When they were young, the family had a nanny and the children would accompany Hermione on acting jobs. Since then, she and Simon – who runs an independent production company, writing and producing dramas and documentaries including ITV’s Kingdom – share the childcare between them. Though marriage and kids weren’t really on her radar before meeting Simon, his commitment to family life was compelling. “That’s why I married Simon – because he was sure, he knew what he wanted,” she said.
Hermione was born in London, the second of four siblings (she has two sisters and a brother) and grew up “all over the place”, first in Essex, then in Derbyshire.

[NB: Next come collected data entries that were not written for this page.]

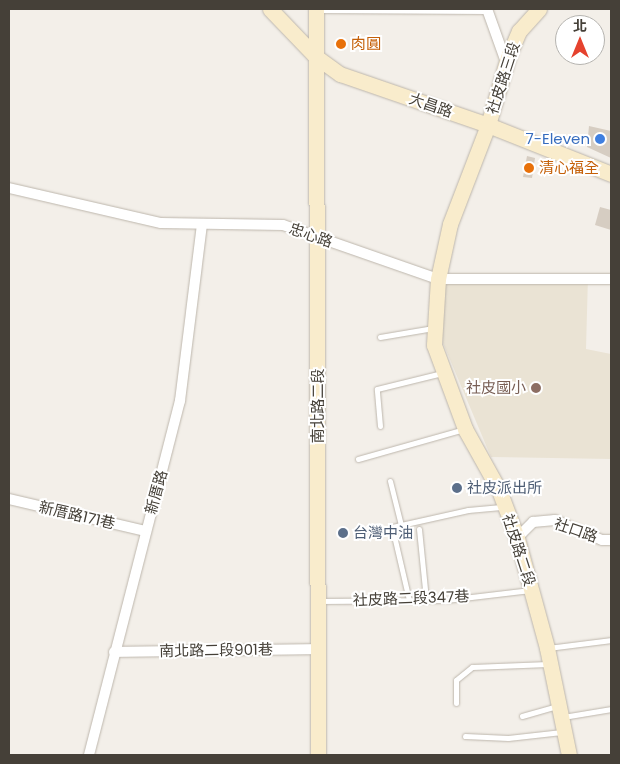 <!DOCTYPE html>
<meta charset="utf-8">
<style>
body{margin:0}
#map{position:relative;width:620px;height:764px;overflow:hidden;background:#f3efe9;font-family:Poppins,"Noto Sans TC",sans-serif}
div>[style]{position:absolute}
.education>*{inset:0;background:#eae3d4}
.building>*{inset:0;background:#d6cdc2}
.roads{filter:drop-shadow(0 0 1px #bdb6ac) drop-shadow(0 0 1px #bdb6ac)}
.lane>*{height:5px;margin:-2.5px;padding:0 2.5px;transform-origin:2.5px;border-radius:2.5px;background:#fff}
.street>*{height:10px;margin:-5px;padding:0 5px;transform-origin:5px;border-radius:5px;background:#fff}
.secondary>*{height:15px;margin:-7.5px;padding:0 7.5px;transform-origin:7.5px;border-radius:7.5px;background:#f9eccc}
.dots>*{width:14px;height:14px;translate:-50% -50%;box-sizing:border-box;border:2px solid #fff;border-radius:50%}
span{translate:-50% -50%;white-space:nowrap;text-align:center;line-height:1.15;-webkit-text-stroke:4px #fff;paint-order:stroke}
.food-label{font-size:15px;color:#c56008}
.left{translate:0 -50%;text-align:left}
.street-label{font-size:15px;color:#454038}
.shop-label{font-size:15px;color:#366cbe}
.right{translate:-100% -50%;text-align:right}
.education-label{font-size:15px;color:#785e54}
.service-label{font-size:15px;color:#4e5e75}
.frame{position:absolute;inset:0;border:10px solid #454038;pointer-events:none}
.north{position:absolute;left:555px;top:15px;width:50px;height:50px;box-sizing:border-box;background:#fff;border:1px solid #b5b3af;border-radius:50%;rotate:0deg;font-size:14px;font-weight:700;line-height:20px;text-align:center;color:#454038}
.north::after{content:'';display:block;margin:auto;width:18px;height:22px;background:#e5422e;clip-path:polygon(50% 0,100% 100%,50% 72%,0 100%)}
</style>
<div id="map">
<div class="education">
<i style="clip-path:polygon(588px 276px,586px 349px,611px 354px,611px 459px,491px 457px,443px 343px,438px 277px)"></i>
</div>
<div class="building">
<i style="clip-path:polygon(589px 126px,611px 131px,611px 158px,587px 147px)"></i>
<i style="clip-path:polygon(527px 156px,535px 158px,532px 178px,523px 177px)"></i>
<i style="clip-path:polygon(600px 207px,611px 210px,611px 230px,595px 225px)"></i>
</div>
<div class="roads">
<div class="lane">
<i style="left:319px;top:10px;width:168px;rotate:0.3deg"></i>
<i style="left:380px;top:337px;width:54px;rotate:-9.6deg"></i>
<i style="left:380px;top:426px;width:37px;rotate:-95deg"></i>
<i style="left:377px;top:389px;width:67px;rotate:-13.8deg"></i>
<i style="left:358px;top:459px;width:110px;rotate:-15.8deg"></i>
<i style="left:390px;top:481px;width:45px;rotate:76deg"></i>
<i style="left:419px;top:529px;width:70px;rotate:84.3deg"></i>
<i style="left:409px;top:600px;width:75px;rotate:-103.1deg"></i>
<i style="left:392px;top:527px;width:78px;rotate:-12.6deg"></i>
<i style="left:468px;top:510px;width:36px;rotate:-5deg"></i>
<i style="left:320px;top:601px;width:126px;rotate:-0.5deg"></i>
<i style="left:446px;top:600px;width:85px;rotate:-6.8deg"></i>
<i style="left:548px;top:648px;width:64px;rotate:-7.2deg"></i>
<i style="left:456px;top:703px;width:23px;rotate:-90deg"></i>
<i style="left:456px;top:680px;width:21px;rotate:-39deg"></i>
<i style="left:472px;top:667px;width:76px;rotate:-2.3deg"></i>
<i style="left:522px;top:716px;width:37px;rotate:-16deg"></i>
<i style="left:563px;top:717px;width:49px;rotate:-9.5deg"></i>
<i style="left:465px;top:736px;width:43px;rotate:2.7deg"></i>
<i style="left:508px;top:738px;width:54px;rotate:-6.3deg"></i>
</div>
<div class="street">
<i style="left:487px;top:9px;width:56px;rotate:70.3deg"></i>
<i style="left:9px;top:188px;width:156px;rotate:13deg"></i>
<i style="left:161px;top:223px;width:122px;rotate:0.9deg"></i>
<i style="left:283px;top:225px;width:164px;rotate:19.2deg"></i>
<i style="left:438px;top:279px;width:173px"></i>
<i style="left:9px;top:499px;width:140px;rotate:13.2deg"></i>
<i style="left:517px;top:538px;width:23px;rotate:-45deg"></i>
<i style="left:533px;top:522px;width:22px;rotate:-5deg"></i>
<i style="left:555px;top:520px;width:51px;rotate:23.1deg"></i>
<i style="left:602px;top:540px;width:9px"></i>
<i style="left:114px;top:652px;width:205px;rotate:-0.8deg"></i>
<i style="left:89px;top:755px;width:366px;rotate:-75.6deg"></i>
<i style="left:180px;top:401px;width:178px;rotate:-82.9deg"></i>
</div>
<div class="secondary">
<i style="left:270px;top:9px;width:65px;rotate:46.2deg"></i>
<i style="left:315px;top:56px;width:31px;rotate:36deg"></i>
<i style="left:340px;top:74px;width:157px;rotate:19deg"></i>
<i style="left:488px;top:125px;width:132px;rotate:21.7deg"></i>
<i style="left:316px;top:9px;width:746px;rotate:89.85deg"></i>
<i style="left:539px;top:9px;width:30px;rotate:132deg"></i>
<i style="left:519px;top:31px;width:25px;rotate:113deg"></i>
<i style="left:509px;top:54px;width:74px;rotate:106.5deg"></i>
<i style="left:488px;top:125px;width:106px;rotate:111deg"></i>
<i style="left:450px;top:224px;width:56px;rotate:102.3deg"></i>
<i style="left:438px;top:279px;width:66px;rotate:93.5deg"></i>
<i style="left:434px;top:345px;width:90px;rotate:69.7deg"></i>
<i style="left:465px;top:429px;width:70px;rotate:60.9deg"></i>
<i style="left:499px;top:490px;width:51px;rotate:69.4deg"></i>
<i style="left:517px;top:538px;width:114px;rotate:74.7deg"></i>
<i style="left:547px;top:648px;width:109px;rotate:78.4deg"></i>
</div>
</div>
<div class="dots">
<i style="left:341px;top:44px;background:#e8710a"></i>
<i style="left:600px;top:139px;background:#3f7fe0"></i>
<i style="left:529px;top:168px;background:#e8710a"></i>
<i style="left:536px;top:388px;background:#8d6e63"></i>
<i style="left:457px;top:488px;background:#5c6f8a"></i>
<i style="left:343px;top:533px;background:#5c6f8a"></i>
</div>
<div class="food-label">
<span class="left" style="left:351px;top:44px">肉圓</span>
<span class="left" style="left:539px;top:168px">清心福全</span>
</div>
<div class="street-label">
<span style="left:503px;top:78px;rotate:-72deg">社皮路三段</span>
<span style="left:431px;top:105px;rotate:19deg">大昌路</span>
<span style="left:311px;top:235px;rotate:19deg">忠心路</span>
<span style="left:318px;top:406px;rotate:-90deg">南北路二段</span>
<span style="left:156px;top:492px;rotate:-75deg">新厝路</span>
<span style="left:77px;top:515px;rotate:13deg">新厝路171巷</span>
<span style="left:576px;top:530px;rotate:19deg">社口路</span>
<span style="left:519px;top:550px;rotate:72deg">社皮路二段</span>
<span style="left:411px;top:598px;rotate:-2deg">社皮路二段347巷</span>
<span style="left:216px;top:650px;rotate:-1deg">南北路二段901巷</span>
</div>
<div class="shop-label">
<span class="right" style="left:590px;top:139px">7-Eleven</span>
</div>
<div class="education-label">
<span class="right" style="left:526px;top:388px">社皮國小</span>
</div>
<div class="service-label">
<span class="left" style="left:467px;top:488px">社皮派出所</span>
<span class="left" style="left:353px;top:533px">台灣中油</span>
</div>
<div class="frame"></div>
<div class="north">北</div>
</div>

Her mother, a health visitor, and her late father, a businessman, divorced when she was four and she describes her childhood as “chaotic”. “I was one of four and my mum was a single parent, so we had to bring ourselves up, really,” she recalled. Her upbringing taught her that: “You have to look after yourself, you have to be responsible.” This independence was reinforced when she won a scholarship to a boarding ballet school, where she was a pupil from the age of 11 to 18, which she describeed as “a cross between being in the army and a nunnery.”

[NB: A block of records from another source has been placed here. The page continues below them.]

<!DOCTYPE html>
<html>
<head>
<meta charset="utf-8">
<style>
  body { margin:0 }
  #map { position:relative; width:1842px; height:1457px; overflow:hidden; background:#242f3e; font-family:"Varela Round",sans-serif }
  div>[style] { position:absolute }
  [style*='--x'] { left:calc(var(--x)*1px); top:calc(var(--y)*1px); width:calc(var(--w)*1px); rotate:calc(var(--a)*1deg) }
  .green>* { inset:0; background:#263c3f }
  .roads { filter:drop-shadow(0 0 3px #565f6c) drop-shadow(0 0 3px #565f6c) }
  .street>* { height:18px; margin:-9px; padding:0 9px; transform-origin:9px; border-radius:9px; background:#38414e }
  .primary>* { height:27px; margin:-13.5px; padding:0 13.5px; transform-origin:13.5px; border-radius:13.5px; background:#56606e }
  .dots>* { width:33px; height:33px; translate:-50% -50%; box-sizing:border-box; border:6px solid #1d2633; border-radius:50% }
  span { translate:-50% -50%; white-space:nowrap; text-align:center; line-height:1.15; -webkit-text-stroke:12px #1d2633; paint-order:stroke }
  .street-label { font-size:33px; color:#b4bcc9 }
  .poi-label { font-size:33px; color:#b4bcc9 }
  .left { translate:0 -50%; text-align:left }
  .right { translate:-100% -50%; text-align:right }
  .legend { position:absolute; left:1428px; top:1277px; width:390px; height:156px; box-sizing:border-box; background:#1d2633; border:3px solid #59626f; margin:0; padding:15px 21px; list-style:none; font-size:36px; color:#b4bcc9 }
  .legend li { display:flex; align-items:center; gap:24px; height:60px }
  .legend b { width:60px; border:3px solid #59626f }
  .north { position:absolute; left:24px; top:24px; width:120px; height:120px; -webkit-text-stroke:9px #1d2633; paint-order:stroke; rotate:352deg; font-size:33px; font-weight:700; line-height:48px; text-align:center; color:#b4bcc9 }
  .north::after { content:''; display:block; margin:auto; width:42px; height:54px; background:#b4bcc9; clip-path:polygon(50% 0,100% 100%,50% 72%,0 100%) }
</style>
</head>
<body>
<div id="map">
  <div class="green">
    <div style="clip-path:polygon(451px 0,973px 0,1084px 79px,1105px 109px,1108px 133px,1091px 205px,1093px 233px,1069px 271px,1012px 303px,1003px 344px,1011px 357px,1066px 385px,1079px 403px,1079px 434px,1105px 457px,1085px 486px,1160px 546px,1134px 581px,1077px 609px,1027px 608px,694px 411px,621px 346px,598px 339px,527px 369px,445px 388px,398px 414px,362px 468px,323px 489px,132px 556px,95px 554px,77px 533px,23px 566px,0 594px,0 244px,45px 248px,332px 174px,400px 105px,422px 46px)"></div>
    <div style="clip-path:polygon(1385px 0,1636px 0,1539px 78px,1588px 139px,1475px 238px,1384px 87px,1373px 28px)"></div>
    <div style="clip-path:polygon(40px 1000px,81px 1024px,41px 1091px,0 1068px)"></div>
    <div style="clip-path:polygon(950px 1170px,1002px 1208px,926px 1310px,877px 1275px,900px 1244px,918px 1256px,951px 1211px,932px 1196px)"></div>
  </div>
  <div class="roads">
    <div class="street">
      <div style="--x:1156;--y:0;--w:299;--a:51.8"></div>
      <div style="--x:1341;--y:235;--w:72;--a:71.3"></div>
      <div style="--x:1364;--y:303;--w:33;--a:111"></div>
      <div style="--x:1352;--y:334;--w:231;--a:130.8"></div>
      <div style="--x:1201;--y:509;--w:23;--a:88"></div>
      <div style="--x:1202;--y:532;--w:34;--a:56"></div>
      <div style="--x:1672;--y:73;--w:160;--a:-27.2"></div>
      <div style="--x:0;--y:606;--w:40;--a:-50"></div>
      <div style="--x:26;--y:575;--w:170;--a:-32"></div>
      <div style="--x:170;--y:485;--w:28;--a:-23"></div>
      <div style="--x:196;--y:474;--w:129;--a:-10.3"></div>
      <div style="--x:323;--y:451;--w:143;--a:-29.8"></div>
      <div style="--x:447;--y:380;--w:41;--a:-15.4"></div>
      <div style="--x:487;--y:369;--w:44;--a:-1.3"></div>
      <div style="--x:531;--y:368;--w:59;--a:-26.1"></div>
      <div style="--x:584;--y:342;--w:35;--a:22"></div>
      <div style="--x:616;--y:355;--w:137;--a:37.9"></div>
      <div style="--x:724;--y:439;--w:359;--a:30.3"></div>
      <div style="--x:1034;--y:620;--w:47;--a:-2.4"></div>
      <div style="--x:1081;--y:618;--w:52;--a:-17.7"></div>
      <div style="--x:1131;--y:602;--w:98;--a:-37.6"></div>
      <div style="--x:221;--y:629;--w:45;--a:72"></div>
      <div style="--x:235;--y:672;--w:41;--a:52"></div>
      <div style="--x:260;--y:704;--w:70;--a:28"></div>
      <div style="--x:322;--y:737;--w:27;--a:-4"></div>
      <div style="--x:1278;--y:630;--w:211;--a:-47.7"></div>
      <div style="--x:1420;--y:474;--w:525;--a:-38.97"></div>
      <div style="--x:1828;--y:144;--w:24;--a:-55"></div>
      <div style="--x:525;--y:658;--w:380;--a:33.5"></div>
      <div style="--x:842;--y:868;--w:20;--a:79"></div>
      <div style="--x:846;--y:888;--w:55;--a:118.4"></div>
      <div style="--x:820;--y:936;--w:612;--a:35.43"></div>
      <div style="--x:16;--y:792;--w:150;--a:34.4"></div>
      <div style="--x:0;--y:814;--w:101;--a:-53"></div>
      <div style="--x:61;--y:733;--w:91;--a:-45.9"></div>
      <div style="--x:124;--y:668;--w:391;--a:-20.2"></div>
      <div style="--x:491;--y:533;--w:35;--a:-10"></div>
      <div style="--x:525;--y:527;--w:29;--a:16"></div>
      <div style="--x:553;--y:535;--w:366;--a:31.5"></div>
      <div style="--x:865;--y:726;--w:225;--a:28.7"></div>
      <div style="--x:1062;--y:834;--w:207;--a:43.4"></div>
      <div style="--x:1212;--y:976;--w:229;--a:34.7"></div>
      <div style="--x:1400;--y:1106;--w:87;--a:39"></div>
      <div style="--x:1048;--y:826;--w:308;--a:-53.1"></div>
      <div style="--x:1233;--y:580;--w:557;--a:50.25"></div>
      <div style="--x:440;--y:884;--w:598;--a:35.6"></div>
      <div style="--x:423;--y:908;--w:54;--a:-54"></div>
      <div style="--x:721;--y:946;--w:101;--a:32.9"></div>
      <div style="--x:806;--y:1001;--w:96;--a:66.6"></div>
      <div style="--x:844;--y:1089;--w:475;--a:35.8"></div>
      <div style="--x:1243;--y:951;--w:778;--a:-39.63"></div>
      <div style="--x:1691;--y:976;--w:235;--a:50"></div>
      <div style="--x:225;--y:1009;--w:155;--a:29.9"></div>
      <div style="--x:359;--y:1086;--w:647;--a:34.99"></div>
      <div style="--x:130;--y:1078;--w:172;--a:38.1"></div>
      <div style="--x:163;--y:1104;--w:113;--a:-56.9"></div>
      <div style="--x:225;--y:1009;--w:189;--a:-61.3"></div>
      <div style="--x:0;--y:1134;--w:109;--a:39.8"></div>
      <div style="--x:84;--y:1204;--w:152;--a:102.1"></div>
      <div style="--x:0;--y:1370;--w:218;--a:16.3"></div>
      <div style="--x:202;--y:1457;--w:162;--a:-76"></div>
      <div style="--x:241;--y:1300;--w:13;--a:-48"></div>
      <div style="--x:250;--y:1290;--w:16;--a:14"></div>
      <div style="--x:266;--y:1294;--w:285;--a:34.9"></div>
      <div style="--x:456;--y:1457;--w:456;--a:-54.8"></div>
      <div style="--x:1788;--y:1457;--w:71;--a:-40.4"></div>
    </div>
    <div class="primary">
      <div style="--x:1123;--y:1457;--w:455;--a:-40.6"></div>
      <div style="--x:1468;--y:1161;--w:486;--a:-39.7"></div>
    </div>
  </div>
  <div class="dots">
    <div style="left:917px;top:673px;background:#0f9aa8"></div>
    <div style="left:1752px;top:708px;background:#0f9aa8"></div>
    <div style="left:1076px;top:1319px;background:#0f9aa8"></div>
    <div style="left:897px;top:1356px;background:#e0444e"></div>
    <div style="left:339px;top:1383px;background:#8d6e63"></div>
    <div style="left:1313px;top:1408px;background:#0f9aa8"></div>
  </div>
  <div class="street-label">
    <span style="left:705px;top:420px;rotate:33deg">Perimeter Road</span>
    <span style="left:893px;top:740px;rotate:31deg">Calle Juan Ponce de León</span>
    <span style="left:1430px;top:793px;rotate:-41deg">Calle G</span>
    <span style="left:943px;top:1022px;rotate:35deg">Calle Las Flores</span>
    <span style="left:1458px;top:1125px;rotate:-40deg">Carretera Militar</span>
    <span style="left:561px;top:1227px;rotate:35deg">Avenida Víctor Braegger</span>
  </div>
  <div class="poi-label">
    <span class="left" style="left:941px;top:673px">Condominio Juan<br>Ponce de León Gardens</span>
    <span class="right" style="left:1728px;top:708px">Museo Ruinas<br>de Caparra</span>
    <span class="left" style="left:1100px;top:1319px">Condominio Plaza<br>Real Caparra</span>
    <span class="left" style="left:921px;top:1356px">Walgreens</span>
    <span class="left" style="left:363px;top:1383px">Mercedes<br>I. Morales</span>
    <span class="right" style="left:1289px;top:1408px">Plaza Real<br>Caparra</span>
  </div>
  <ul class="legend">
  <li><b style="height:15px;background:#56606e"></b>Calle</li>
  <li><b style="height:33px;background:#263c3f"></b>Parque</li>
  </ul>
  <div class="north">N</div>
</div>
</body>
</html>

It taught her discipline and focus, she said, but she doubted she would have been any good had she continued. “I probably would have been in the corps de ballet in Germany or something,” she joked. Instead, she discovered a passion for drama. She went on to study at the London Academy of Music and Dramatic Art, performing in the theatre and episodically on TV until landing the role of Karen in the pilot of Cold Feet in 1996.
At the time of this interview, Hermione was approaching her 50th birthday and while proud of her achievements, she acknowledged that it was a “reflective” time for her. “I can’t believe I’m this age, but I’ve always looked forward to it, both as an actress and as a woman,” she said. “There’s a weight of experience, the pressure’s off. I’ve been lucky: I’ve had children, I’m married, I’ve had a very nice career... and you just don’t care as much, you know what I mean? There’s a strength in that.”